Chapter 8-1: Jamie’s Tips to Getting Higher Marks on English as a Second Language Essays

Writing > Writing Essays > Higher Marks

There are some things that students can do to improve their grade that are obvious or that they've heard of before. There are other things that students may not be aware of.

Here is list of basic things that students can do to improve their grade:

  1. Write to the minimum word count. Students are taught that the more effort they put into something, the more they will be compensated for that effort. In the case of assignments, tests, and exams that take away points for every grammar mistake made, less is better. When your teacher is grading your writing assignment, they take away points for every mistake made. The more you write, the more mistakes you will make. The trick, therefore, is to write everything that you are required to cover but, at the same time, be as concise as possible.

  2. Use short sentences. If your sentence contains more than 14 words, you’re exponentially increasing the chance that you will make an error for every word you write beyond the 14th word.

  3. Bring a dictionary and check spelling. If you are composing your paper on a computer, paste your document on different brands of word processor; for example, Microsoft Word, Google Docs, etc. Each word processor looks for different things in its autocorrect feature. In other words, Microsoft Word will find things that Google Docs cannot find and vice-versa. There are other online tools that you can paste your document into that will verify your grammar. To learn more about these, enter the words “grammar checkers” in the search field at

  4. Follow the instructions--if you are asked to write a question in the past progressive, do it.

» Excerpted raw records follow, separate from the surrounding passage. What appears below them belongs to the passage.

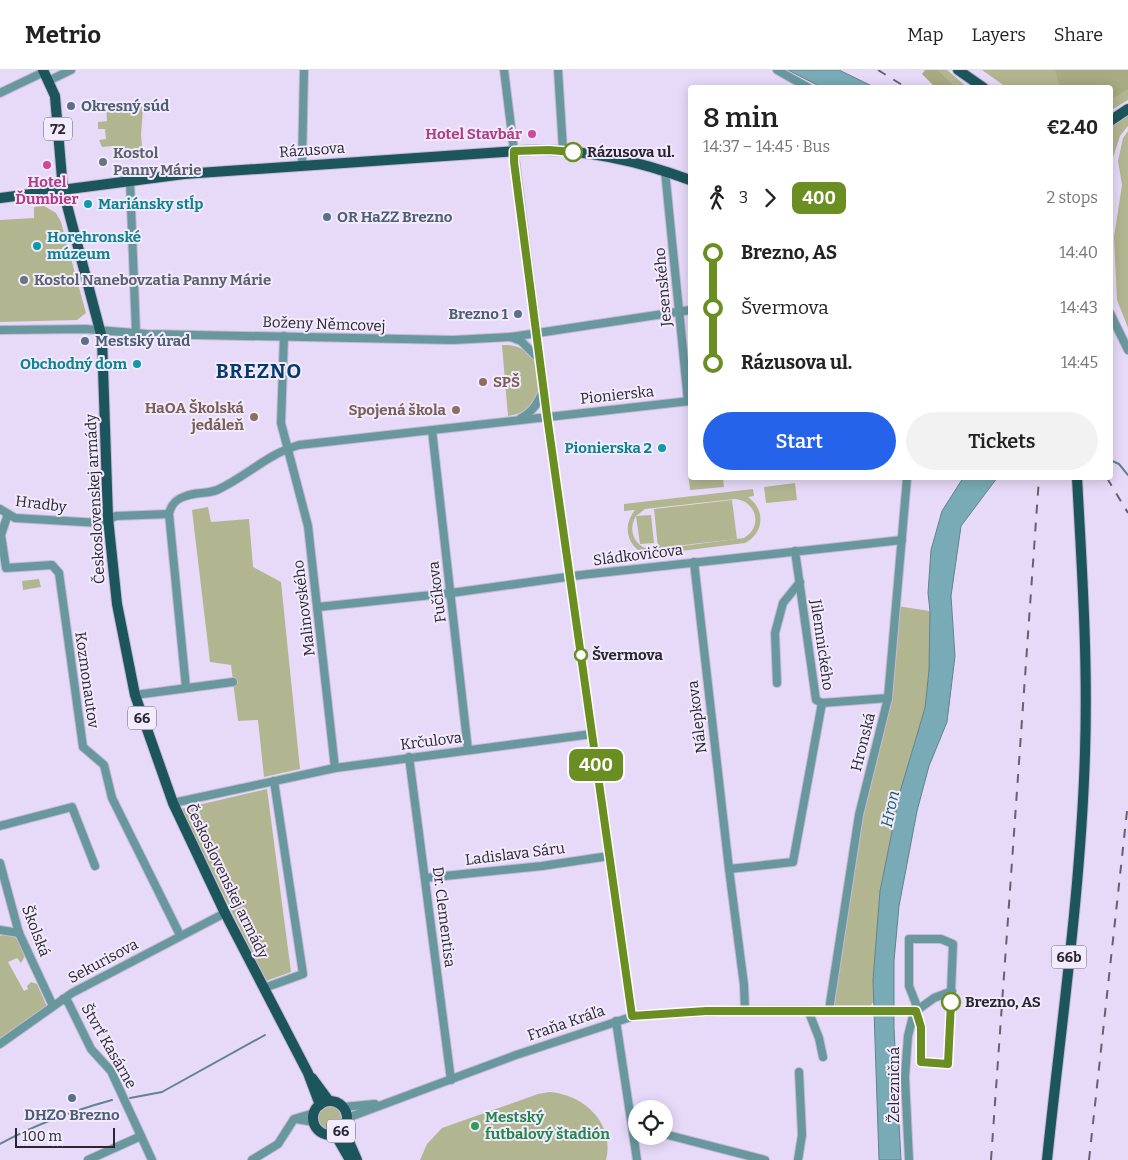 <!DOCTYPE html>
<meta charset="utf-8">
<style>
:root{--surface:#fff;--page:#f2f2f2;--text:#222;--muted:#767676;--line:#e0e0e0;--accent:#2563eb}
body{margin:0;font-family:Bitter,serif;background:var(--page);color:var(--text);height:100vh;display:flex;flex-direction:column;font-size:19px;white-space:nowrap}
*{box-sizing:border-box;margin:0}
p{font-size:16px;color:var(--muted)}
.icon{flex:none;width:28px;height:28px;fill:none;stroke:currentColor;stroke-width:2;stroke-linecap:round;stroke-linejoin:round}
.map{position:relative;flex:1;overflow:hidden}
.side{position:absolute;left:688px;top:15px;width:425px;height:395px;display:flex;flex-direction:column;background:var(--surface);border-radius:5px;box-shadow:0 2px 12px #0003}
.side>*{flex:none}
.badge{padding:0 10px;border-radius:8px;font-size:18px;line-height:32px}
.buttons{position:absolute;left:628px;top:1030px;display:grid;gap:10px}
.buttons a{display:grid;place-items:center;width:45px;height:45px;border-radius:50%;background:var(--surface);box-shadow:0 2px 12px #0003;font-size:25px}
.scale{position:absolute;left:15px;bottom:12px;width:100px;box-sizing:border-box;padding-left:5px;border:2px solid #2a2530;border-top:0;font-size:14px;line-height:18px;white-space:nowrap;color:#2a2530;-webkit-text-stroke:4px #f2eafd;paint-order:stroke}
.map>.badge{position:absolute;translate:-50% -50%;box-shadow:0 0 0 2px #fff}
.legs{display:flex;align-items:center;gap:8px;height:55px;padding:0 15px;font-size:16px}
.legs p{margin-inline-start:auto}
.head{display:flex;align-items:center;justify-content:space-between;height:85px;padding:0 15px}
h1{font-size:28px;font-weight:600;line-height:38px}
.cta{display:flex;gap:10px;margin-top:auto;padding:10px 15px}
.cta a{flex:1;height:58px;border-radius:30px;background:var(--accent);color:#fff;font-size:20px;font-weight:600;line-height:58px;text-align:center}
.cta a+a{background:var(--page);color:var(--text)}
ul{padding:0 15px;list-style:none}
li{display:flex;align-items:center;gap:18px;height:55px;font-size:19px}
li i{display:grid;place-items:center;width:8px;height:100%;margin:0 6px;background:currentColor}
li i::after{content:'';width:12px;height:12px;margin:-6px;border:4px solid;border-radius:50%;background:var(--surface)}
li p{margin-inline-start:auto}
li:first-child i{background:linear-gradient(#0000 50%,currentColor 0)}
li:last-child i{background:linear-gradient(currentColor 50%,#0000 0)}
header{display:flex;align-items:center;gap:30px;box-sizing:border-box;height:70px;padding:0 25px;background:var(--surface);border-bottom:1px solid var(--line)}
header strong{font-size:24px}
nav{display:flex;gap:28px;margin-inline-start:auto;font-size:18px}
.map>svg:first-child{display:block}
</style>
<header>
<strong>Metrio</strong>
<nav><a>Map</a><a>Layers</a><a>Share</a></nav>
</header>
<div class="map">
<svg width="1128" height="1090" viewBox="0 0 1128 1090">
<rect width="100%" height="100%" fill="#e7daf9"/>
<g fill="#b1b690" fill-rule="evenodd">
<path d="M 938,0 L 947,0 L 967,17 L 956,17 Z"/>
<path d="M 982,0 L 1128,0 L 1128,30 L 1110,41 L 1110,18 L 1006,17 Z"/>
<path d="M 106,37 L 143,37 L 141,65 L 143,89 L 124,90 L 124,85 L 117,85 L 117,80 L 113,80 L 113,76 L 102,77 L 99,70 L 106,69 L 105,59 L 98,59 L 98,52 L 107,51 Z"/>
<path d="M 1128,45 L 1128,56 L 1120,66 L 1110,97 L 1110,58 Z"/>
<path d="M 1128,61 L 1128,258 L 1117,230 L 1114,167 L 1122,115 L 1118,91 L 1123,68 Z"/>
<path d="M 44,136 L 56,143 L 61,152 L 86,243 L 77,250 L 0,252 L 0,150 L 34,148 L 34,137 Z"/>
<path d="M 502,275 C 549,272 554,341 508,346 Z"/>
<path d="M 688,403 L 690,408 L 723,408 L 724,417 L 690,420 Z"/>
<path d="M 795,413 L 797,430 L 766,433 L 764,417 Z"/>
<path d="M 753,419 L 754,426 L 748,427 C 766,440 764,463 745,473 L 649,485 C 628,480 621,457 635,440 L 624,441 L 624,434 ZM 735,429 C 757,431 763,457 744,468 L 651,480 C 635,477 627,461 636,446 L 640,474 L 654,473 L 651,445 L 636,446 L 645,439 Z"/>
<path d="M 732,430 L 737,469 L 658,478 L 654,439 Z"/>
<path d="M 208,437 L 211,452 L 249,449 L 253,497 L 281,512 L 300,699 L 264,707 L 258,650 L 238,651 L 231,595 L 210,592 L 192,440 Z"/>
<path d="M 39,509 L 41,517 L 23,520 L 22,511 Z"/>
<path d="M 897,536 L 930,541 L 929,600 L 925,638 L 900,722 L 880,821 L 873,910 L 874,931 L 867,941 L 829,936 L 859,745 L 888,628 Z"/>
<path d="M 267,719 L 291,902 L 266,911 L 181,739 Z"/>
<path d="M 4,864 L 17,868 L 25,886 L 21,893 L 17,888 L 8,892 L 24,921 L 28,919 L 27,916 L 31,912 L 37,914 L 48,939 L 0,972 L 0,866 Z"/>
<path d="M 549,1022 C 584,1024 615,1054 606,1090 L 420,1090 L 427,1074 L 442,1058 L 538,1024 Z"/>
<circle cx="329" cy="1048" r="12"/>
</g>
<g fill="#a6ab83">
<path d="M 925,0 L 938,0 L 956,17 L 935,17 L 922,4 Z"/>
<path d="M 1055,0 L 1128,0 L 1128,19 L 1110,30 L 1110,18 L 1060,17 Z"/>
</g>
<g fill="#78abb5" stroke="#61838d">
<path d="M 788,0 L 839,0 L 874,17 L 821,17 Z"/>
<path d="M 963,408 L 997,408 L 961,456 L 951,526 L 955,586 L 947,652 L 929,696 L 917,741 L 899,836 L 894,891 L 894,958 L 901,1090 L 879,1090 L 873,910 L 880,821 L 900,722 L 925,638 L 929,600 L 930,541 L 928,523 L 931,480 L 942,441 Z"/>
</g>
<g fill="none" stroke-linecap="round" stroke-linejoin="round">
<g stroke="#61838d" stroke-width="2">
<path d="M 1110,390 L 1119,394 L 1128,405"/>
<path d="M 130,1028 L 162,1022 L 265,965"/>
<path d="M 0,1074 C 36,1054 72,1041 112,1030"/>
</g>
<defs>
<g id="minor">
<path d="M 504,0 L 547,347 L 632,946"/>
<path d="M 558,0 L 563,80"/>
<path d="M 777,0 L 809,18"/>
<path d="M 48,11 L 71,0"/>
<path d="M 0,23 L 44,2"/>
<path d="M 302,96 L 304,0"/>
<path d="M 665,101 L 688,331"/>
<path d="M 130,111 L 136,263"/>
<path d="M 1110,243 L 1128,280"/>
<path d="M 0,260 L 85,259 L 147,264 L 453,270 L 511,267 L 690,240"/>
<path d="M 284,266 L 281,353 L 308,456 L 335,698"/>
<path d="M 511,267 L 521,271 L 540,290"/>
<path d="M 521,348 C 534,341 538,332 544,319"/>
<path d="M 432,360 L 468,680"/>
<path d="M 0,439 L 15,448 L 100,453 L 116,446 L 169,444"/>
<path d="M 8,444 L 1,465 L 6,498 L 52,495 L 59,503 L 83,677 L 104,695 L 112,728 L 180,865"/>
<path d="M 795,481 L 816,630 L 822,633 L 888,628"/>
<path d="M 694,492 L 729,799 L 744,915 L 745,940"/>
<path d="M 318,537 L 451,523 L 581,505 L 902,470"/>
<path d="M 777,613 L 775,563 L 783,533 L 800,512"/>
<path d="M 186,618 L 169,444 C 171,434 176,429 186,426 C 196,422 207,424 217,420 C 246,407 267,384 299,375 L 690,331"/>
<path d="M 135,625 L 233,612"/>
<path d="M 409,687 L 451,1010"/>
<path d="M 173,733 L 335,698 L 592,664"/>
<path d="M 0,756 L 72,737 L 95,796"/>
<path d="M 0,793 L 19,863 L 53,936"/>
<path d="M 729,799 L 793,792 L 822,633"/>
<path d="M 425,808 L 542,796 L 609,786"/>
<path d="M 0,860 L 19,863"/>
<path d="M 264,918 L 303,904 L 274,711"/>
<path d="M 63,929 L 68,932 L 91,979 L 111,1001 L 141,1066 L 88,1090"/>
<path d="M 808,940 L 819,968 L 823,987"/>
<path d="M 829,940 L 859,745 L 888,628 L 907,408"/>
<path d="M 916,941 L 934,928 L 952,921"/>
<path d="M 616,951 L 637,1090"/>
<path d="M 0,974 L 72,923 L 225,843"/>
<path d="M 343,1037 L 375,1034"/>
<path d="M 347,1048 L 516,985 L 637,945 L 745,940 L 916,941"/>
<path d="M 296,1049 L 314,1052"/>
<path d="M 664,1064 L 765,1090"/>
<path d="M 141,1066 L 152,1090"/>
<path d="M 252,1090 L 278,1074 L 294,1049 L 314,1043"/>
<path d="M 798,1090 L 802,1065 L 799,1002"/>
<path d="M 909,1090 L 905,1007 L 908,966 L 916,934 L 909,916 L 909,869 L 941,869 L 953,874 L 948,994 L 921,992 L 921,957 L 916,941"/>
</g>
<g id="major">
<path d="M 43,0 L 55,26 L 63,120 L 102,268 L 108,448 L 117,534 L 135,625 L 173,733 L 225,843 L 308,1003 L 320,1035"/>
<path d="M 958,0 L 984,18"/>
<path d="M 1110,51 L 1128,39"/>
<path d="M 0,128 L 184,104 L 532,80 C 586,79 639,91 690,110"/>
<path d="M 312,1008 L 329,1031"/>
<circle cx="330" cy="1048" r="17"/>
<path d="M 343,1058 L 357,1090"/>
<path d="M 335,1064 L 350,1090"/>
<path d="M 1047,1090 C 1061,955 1081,819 1085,683 C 1088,591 1082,499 1077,408"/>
</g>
</defs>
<use href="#minor" stroke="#c5b9d5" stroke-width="10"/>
<use href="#major" stroke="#c5b9d5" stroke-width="12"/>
<use href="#minor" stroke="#68989e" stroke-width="8"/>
<use href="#major" stroke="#1c555b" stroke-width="10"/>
<g stroke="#686072" stroke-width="2" stroke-dasharray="9 9" stroke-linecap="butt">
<path d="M 878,0 L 907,18"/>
<path d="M 1107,408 L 1128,443"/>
<path d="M 991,1090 L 1039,408"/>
<path d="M 1089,1090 L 1128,732"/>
</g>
</g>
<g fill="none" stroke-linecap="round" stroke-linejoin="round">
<defs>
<path id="line-1" d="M 573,82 L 549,80 L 514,81 L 514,92 L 547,346 L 632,946 L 706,941 L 916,941 L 921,957 L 921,992 L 948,994 L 951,932"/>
</defs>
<use href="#line-1" stroke="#fff" stroke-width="11"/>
<use href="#line-1" stroke="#6b8e23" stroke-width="8"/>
</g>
<g fill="#5c6f8a" stroke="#f2eafd" stroke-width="2">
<circle cx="71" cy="36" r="5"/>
<circle cx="327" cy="147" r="5"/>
<circle cx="518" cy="244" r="5"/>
<circle cx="85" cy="271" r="5"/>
<circle cx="72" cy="1028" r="5"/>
</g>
<g fill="#d1479c" stroke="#f2eafd" stroke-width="2">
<circle cx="532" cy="64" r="5"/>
<circle cx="47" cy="95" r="5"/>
</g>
<g fill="#fff" stroke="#6b8e23" stroke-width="2.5">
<circle cx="573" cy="82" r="9"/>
<circle cx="581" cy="585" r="6"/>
<circle cx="951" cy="932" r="9"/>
</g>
<g fill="#6b7280" stroke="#f2eafd" stroke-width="2">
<circle cx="103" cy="92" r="5"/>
<circle cx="24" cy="210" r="5"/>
</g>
<g fill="#0f9aa8" stroke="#f2eafd" stroke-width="2">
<circle cx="88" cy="134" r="5"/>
<circle cx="37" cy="176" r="5"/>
<circle cx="137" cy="294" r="5"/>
<circle cx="662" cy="378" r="5"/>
</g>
<g fill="#8d6e63" stroke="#f2eafd" stroke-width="2">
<circle cx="483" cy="312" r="5"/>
<circle cx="456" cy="340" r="5"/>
<circle cx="254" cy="347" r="5"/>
</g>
<circle fill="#2e9e5b" stroke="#f2eafd" stroke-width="2" cx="475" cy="1056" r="5"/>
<g text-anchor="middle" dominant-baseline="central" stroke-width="4" stroke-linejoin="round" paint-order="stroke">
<g fill="#f2eafd" stroke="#66606e" stroke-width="1">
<rect x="44" y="47.5" width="28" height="23" rx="4"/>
<rect x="128" y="636.5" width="28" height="23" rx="4"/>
<rect x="1051.5" y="875.5" width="35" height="23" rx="4"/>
<rect x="327" y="1049.5" width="28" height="23" rx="4"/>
</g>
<g font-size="14" font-weight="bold" fill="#2a2530">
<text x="58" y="59">72</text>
<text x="142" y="648">66</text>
<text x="1069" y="887">66b</text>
<text x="341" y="1061">66</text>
</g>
<g font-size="15" font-weight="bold" fill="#4e5e75" stroke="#f2eafd" text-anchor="start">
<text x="81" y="36">Okresný súd</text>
<text x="337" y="147">OR HaZZ Brezno</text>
<text x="508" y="244" text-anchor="end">Brezno 1</text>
<text x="95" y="271">Mestský úrad</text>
<text x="72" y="1045" text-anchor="middle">DHZO Brezno</text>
</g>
<g font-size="15" font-weight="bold" fill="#b23c85" stroke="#f2eafd" text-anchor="end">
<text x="522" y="64">Hotel Stavbár</text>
<text x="47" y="112" text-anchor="middle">Hotel<tspan x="47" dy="17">Ďumbier</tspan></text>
</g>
<g font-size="15" fill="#2a2530" stroke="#f2eafd">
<text transform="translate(312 80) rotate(-4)">Rázusova</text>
<text transform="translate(663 217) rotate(-95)">Jesenského</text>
<text transform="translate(324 254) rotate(2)">Boženy Němcovej</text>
<text transform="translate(617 325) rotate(-6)">Pionierska</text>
<text transform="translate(95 429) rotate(-93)">Československej armády</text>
<text transform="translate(41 434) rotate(7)">Hradby</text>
<text transform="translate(638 485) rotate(-7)">Sládkovičova</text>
<text transform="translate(437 522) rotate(-97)">Fučíkova</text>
<text transform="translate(304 538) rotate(-97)">Malinovského</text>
<text transform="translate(822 575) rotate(82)">Jilemnického</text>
<text transform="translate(87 610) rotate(82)">Kozmonautov</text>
<text transform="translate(697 647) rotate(-97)">Nálepkova</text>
<text transform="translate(431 671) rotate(-7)">Krčulova</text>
<text transform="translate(863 672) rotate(-76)">Hronská</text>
<text transform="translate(515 784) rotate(-7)">Ladislava Sáru</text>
<text transform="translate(227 811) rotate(64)">Československej armády</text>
<text transform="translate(444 847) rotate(83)">Dr. Clementisa</text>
<text transform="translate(36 861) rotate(69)">Školská</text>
<text transform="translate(103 891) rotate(-28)">Sekurisova</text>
<text transform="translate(566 953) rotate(-19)">Fraňa Kráľa</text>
<text transform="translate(109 976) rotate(60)">Štvrť Kasárne</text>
<text transform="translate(894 1015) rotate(-90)">Železničná</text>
</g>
<g font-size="15" font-weight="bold" fill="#2a2530" stroke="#f2eafd" text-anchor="start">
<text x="587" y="82">Rázusova ul.</text>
<text x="592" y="585">Švermova</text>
<text x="965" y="932">Brezno, AS</text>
</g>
<g font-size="15" font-weight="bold" fill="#5b616d" stroke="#f2eafd" text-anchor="start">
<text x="113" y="83">Kostol<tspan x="113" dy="17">Panny Márie</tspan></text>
<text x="34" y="210">Kostol Nanebovzatia Panny Márie</text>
</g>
<g font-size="15" font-weight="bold" fill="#0d838f" stroke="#f2eafd" text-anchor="start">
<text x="98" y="134">Mariánsky stĺp</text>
<text x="47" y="167">Horehronské<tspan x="47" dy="17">múzeum</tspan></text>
<text x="127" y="294" text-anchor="end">Obchodný dom</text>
<text x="652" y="378" text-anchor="end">Pionierska 2</text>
</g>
<g font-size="15" font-weight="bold" fill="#785e54" stroke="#f2eafd" text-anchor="end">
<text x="493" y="312" text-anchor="start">SPŠ</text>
<text x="244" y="338">HaOA Školská<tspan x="244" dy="17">jedáleň</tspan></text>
<text x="446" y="340">Spojená škola</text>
</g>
<g font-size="15" font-weight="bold" fill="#27864d" stroke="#f2eafd" text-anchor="start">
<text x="485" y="1047">Mestský<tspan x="485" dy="17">futbalový štadión</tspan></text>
</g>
<g font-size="16" font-style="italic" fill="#165c67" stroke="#f2eafd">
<text transform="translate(890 739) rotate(-78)">Hron</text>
</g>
<g font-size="20" font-weight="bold" letter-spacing="1" fill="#053b6c" stroke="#f2eafd">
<text x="259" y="301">BREZNO</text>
</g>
</g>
</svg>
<div class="buttons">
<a><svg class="icon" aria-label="locate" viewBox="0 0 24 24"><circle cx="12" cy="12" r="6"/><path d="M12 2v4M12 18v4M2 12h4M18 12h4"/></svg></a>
</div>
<div class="scale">100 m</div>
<b class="badge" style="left:596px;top:695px;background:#6b8e23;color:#fff">400</b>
<section class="side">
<div class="head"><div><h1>8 min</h1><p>14:37 – 14:45 · Bus</p></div><b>€2.40</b></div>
<div class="legs"><svg class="icon" aria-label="walk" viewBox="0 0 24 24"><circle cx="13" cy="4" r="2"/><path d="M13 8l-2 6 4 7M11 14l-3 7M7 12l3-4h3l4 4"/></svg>3<svg class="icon" aria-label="forward" viewBox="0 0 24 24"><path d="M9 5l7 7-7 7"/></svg><b class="badge" style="background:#6b8e23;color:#fff">400</b><p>2 stops</p></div>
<ul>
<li><i style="color:#6b8e23"></i><b>Brezno, AS</b><p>14:40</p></li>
<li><i style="color:#6b8e23"></i><span>Švermova</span><p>14:43</p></li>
<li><i style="color:#6b8e23"></i><b>Rázusova ul.</b><p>14:45</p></li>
</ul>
<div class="cta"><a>Start</a><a>Tickets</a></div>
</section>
</div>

  5. Do not leave things until the last moment. It's a simple statistical fact that students that finish their assignments early receive higher grades. There are many explanations as to why this is true; however, they will not be covered here.

  6. If you are doing a writing assignment, do not hand-in a first draft. Proofread your work over and over again until you can no longer find any mistakes. If you need to, proofread 100 times. If you are allowed, have a friend proofread your work after you are done. Allow some time to pass between the time you write your essay and the time you proofread it: this could mean letting 15 minutes go by during an exam or letting 3 days go by for a homework assignment. You will discover more errors by revisiting your paper with a “fresh” pair of eyes. If you are stuck, involve someone else in your revision process. Ask a friend or seek help from your college’s resources (tutors, etc.).

Once you are ready to develop your essay writing skills to a more advanced stage, consider the following:

  1. “Coin” a phrase. Develop a new concept or idea that is unique and unheard of.

  2. Demonstrate knowledge of an opposing opinion. For example, you might write “While some people might argue that __________, I would point out that ___________.” Some instructors refer to this technique as a “counterargument.”

  3. Tackle the difficult side of an argument. In other words, choose the less obvious argument, the one where proof is not so readily available. This will mean more work for an author. In fact, if only a regular amount of effort is expended on such an endeavour, the student may actually end up with a lower mark than they would normally receive. Conversely, successfully arguing the more difficult side of an argument is a good way to achieving a very high grade on a paper.

  4. Go beyond standard research techniques. In other words, in addition to simply citing and quoting articles, texts and other media, perform your own research. Performing your own research won’t guarantee you an “A” paper, but it will improve your grade because of the extra effort that you’ve made. Even though you’ve made this extra effort, your research must still fully support your arguments and demonstrate your understanding of the issues that surround your chosen topic. Here are some examples of non-standard CEGEP and undergraduate research techniques:

    • Add quality photos, taken by you, as an appendix to the end of your paper. Incorporate, discuss, and refer to these photos as part of your essay.

    • Interview a noteworthy person. For example, pick up the phone and ask for an interview with a vice-president of a specific division in a company that is relevant to your argument. Quote salient pieces of the conversation that you had with this noteworthy person in your essay in order to strengthen your argument.